Seven machine learning models were evaluated using 13 combinations of four types of predictors: Seven spectral bands of Sentinel-2 earth observation satellite imagery; the vegetation indices NDVI (normalized difference vegetation index) and GCI (green chlorophyll index); climate measurements; and soil quality measurements.
The most important predictors of maize yield were the vegetation indices, which gauge the infrared reflectivity of healthy vegetation. Importantly, including more variables does not necessarily improve accuracy. Employing a common measurement of a model’s predictive ability (R-squared) to compare specifications, a Random Forest estimation model with vegetation indices, climate measurements, and soil quality indicators yields an R-squared of 0.54; adding all raw satellite imagery measurements decreased the R-squared to 0.15.
Given the prevalence of cloud coverage in the tropics that can degrade the integrity of satellite imagery, the researchers employed a smoothing algorithm (Savitsky-Golay) to reduce noise in the vegetation indices. In exploring what time of year measurements should be made for optimal crop-yield estimation, they found precipitation and moisture data from September (early growing season) most essential, while the most essential data on maximum temperature was from November (end of growing season).
Including the optimal combination of parameters (vegetation indices, climate measurements, and soil quality indicators), each machine learning algorithm was assessed by dividing the data into a training set (used to train the model) and a validation set (used to test the model’s accuracy). The most accurate (with R-squared of 0.62 in validation set) was a neural network approach, modeled on the behavior of neurons in the human brain to understand relationships between data inputs. A visual depiction of the model’s accuracy can be seen in the figure below for both the training and validation set, where the thin gray lines indicate the ideal prediction trend and the colored lines indicate the actual prediction trend. While the green line (indicating the prediction trend in the validation set) appears accurate, an important caveat to note is that this model over-predicts yield for the least productive farmers.
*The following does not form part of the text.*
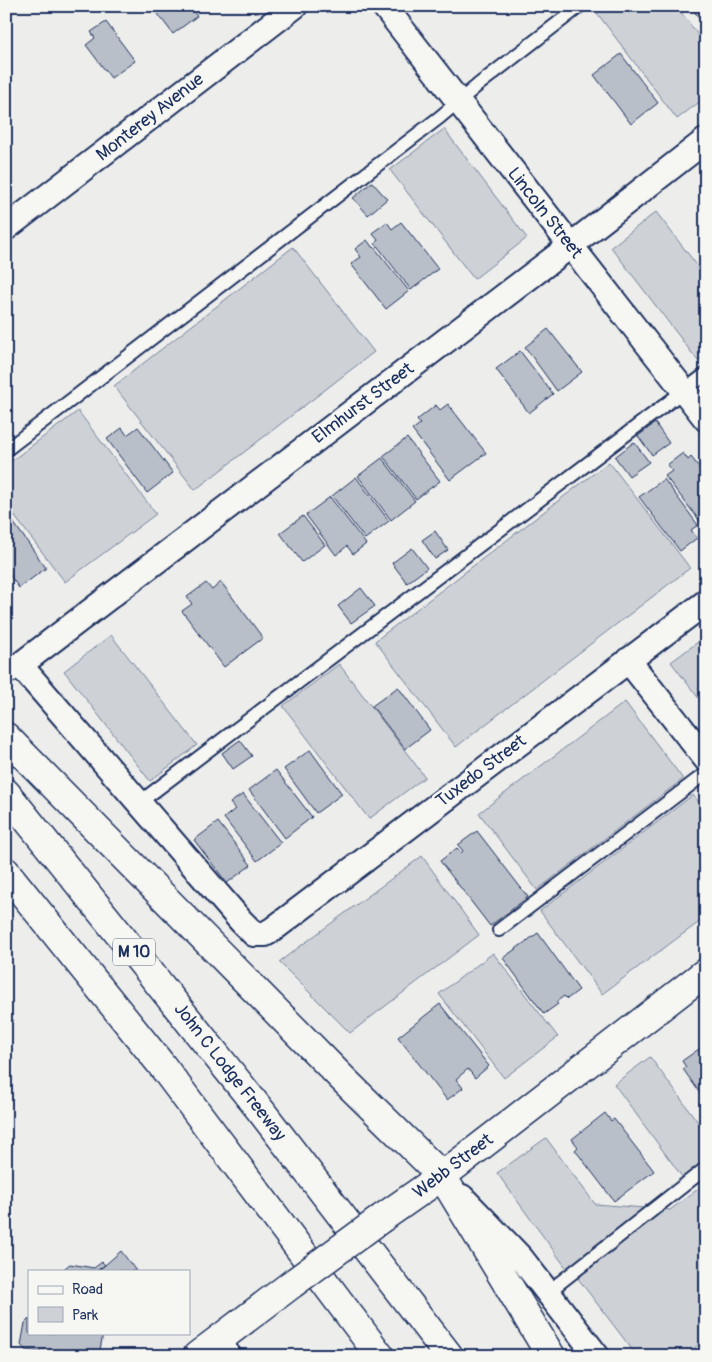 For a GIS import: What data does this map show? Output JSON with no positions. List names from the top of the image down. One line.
{"streets":{"main road":["M 10","John C Lodge Freeway","Webb Street"],"street":["Monterey Avenue","Lincoln Street","Elmhurst Street","Tuxedo Street"]},"crossings":[["Lincoln Street","Elmhurst Street"]],"legend":["Road","Park"]} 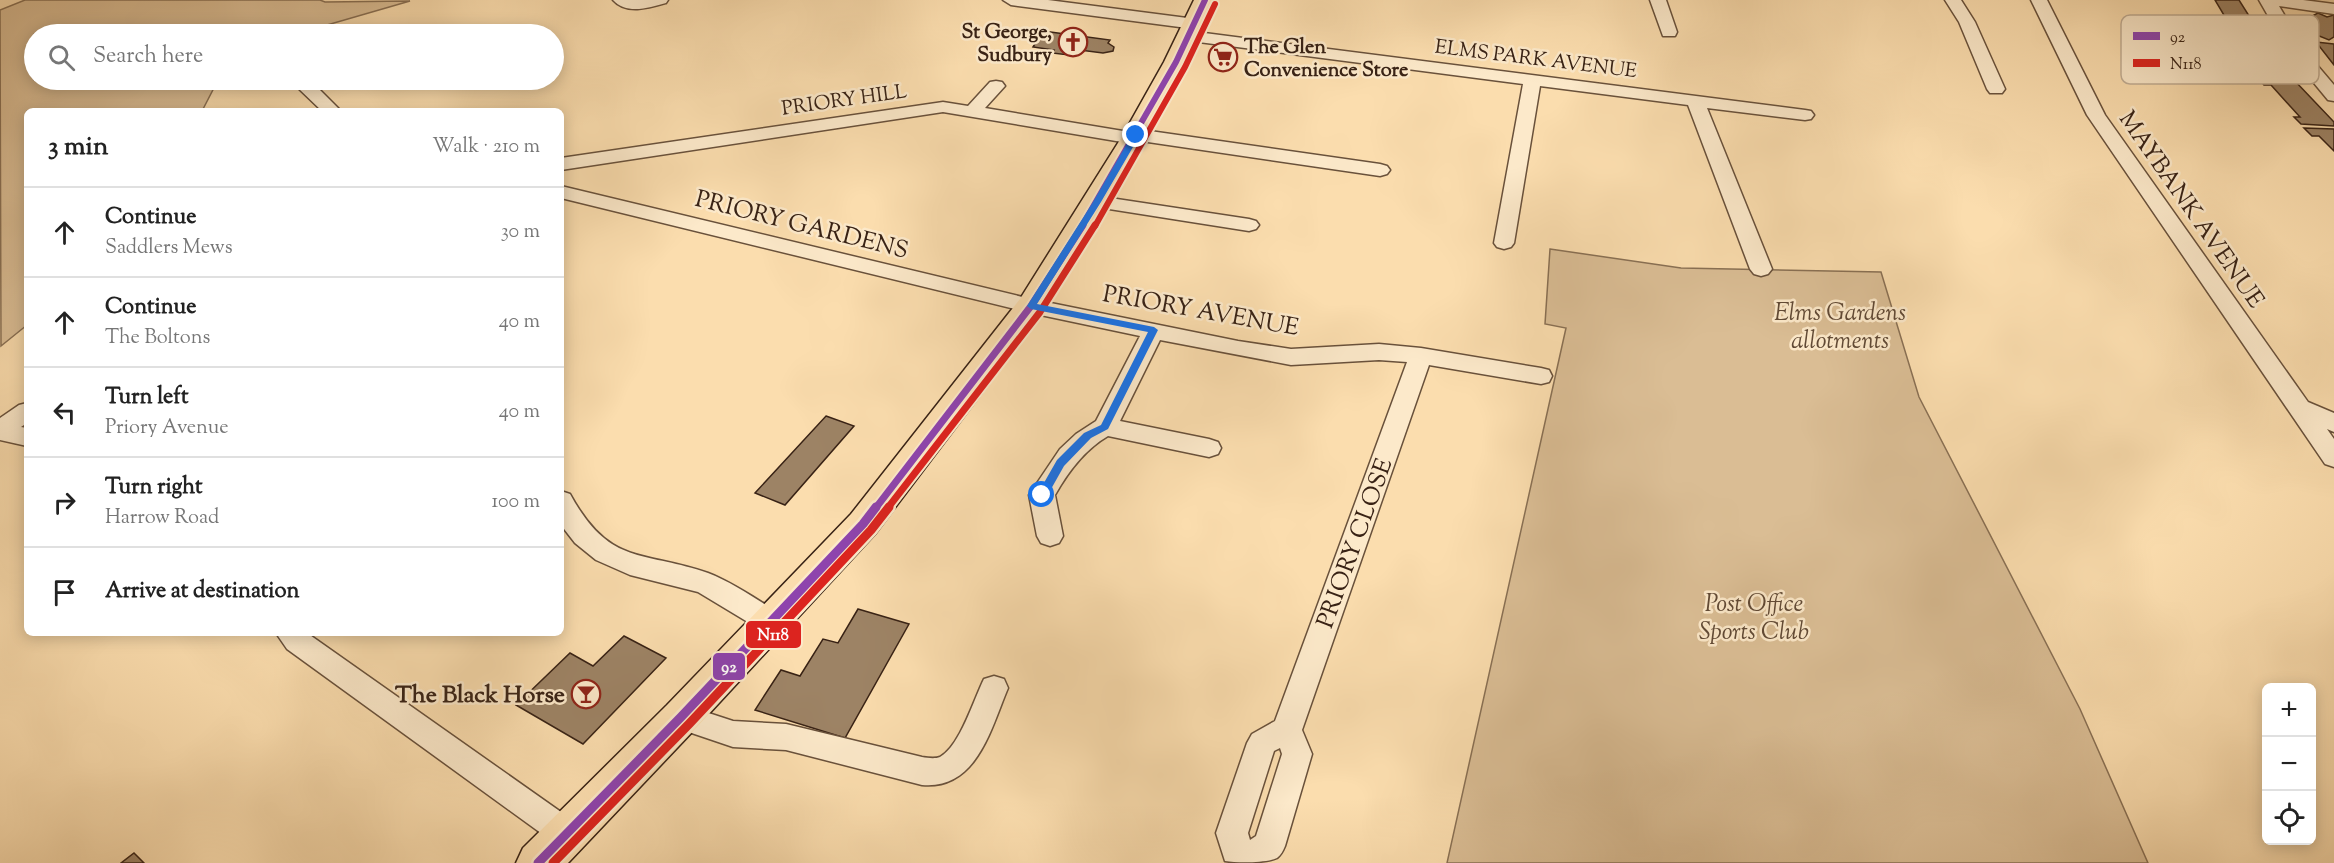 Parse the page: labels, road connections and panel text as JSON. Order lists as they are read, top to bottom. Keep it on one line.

Importantly, this model explored the potential transferability in predicting in-season yield. Further studies can evaluate the specific accuracy trade-offs of transferring this model to different years. An essential research question moving forward regards the transferability of this model across geographic areas. For example, how accurate can a model trained on Ethiopian data be in estimating crop yield in Kenya?
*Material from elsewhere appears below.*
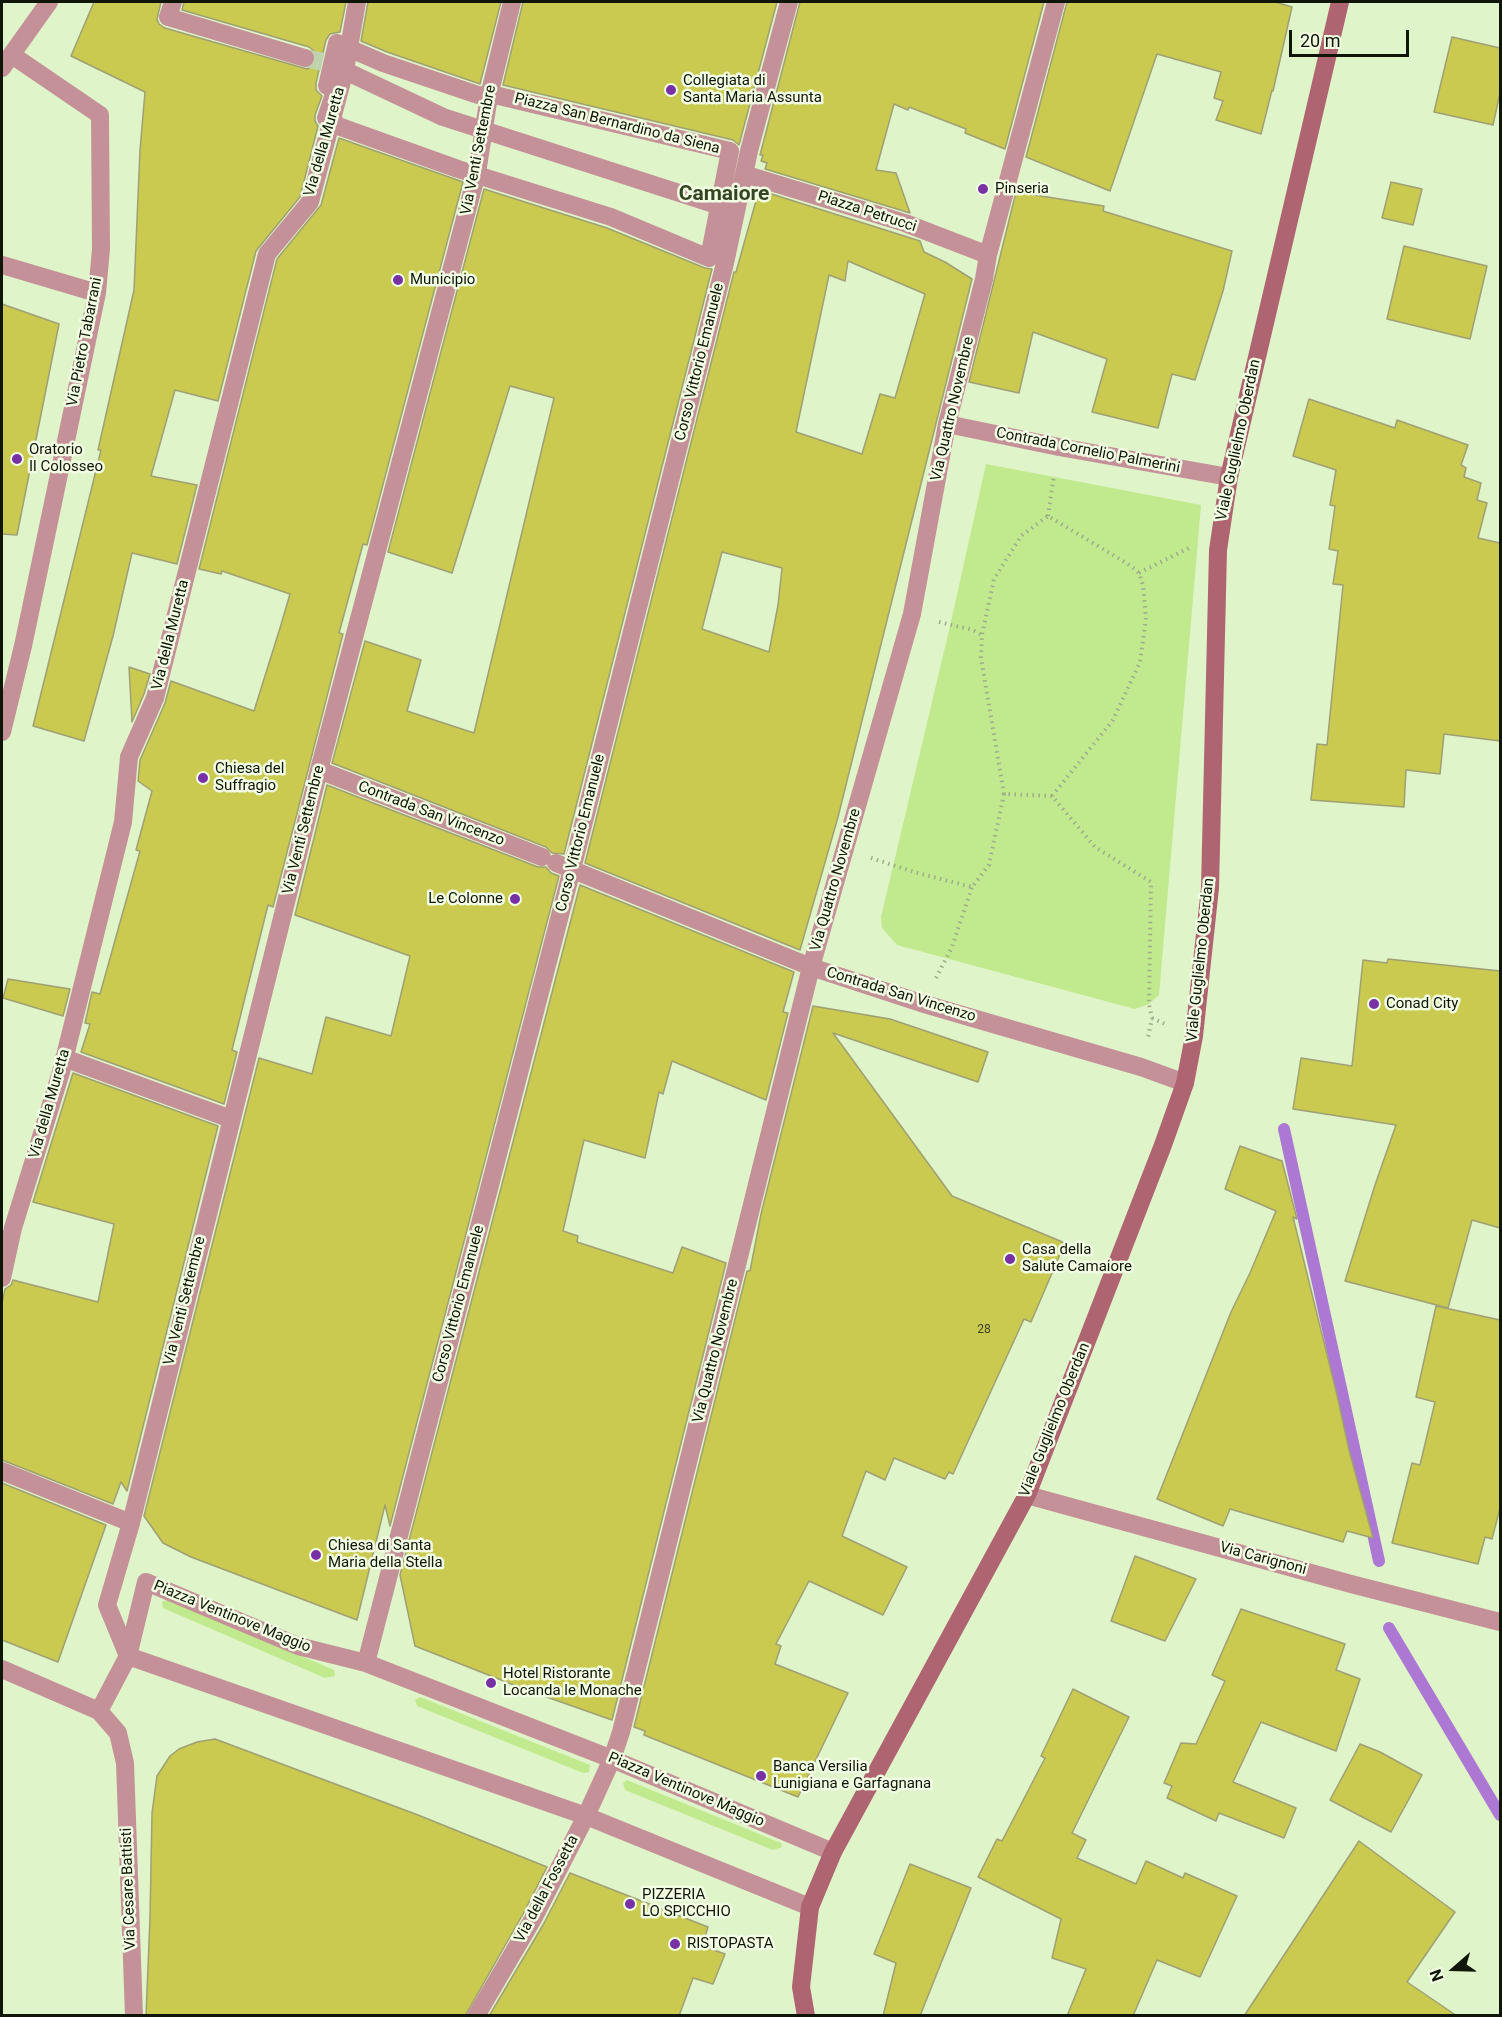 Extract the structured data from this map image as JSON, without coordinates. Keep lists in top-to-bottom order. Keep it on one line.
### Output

Given the prevalence of agriculture among the world’s poorest communities, fully informed agricultural policymaking is essential for economic development. Affordable, accurate, and precise crop yield prediction performed across large regions can optimize policy and allocation decisions in developing countries. Machine learning algorithms employing publicly available satellite imagery can be a powerful tool in efficiently and effectively understanding agricultural productivity in particular regions.
Zhe Guo is a Senior GIS Coordinator with IFPRI's Environment and Production Technology Division (EPDT); Billy Babis is a remote sensing researcher and PhD candidate at Tufts University.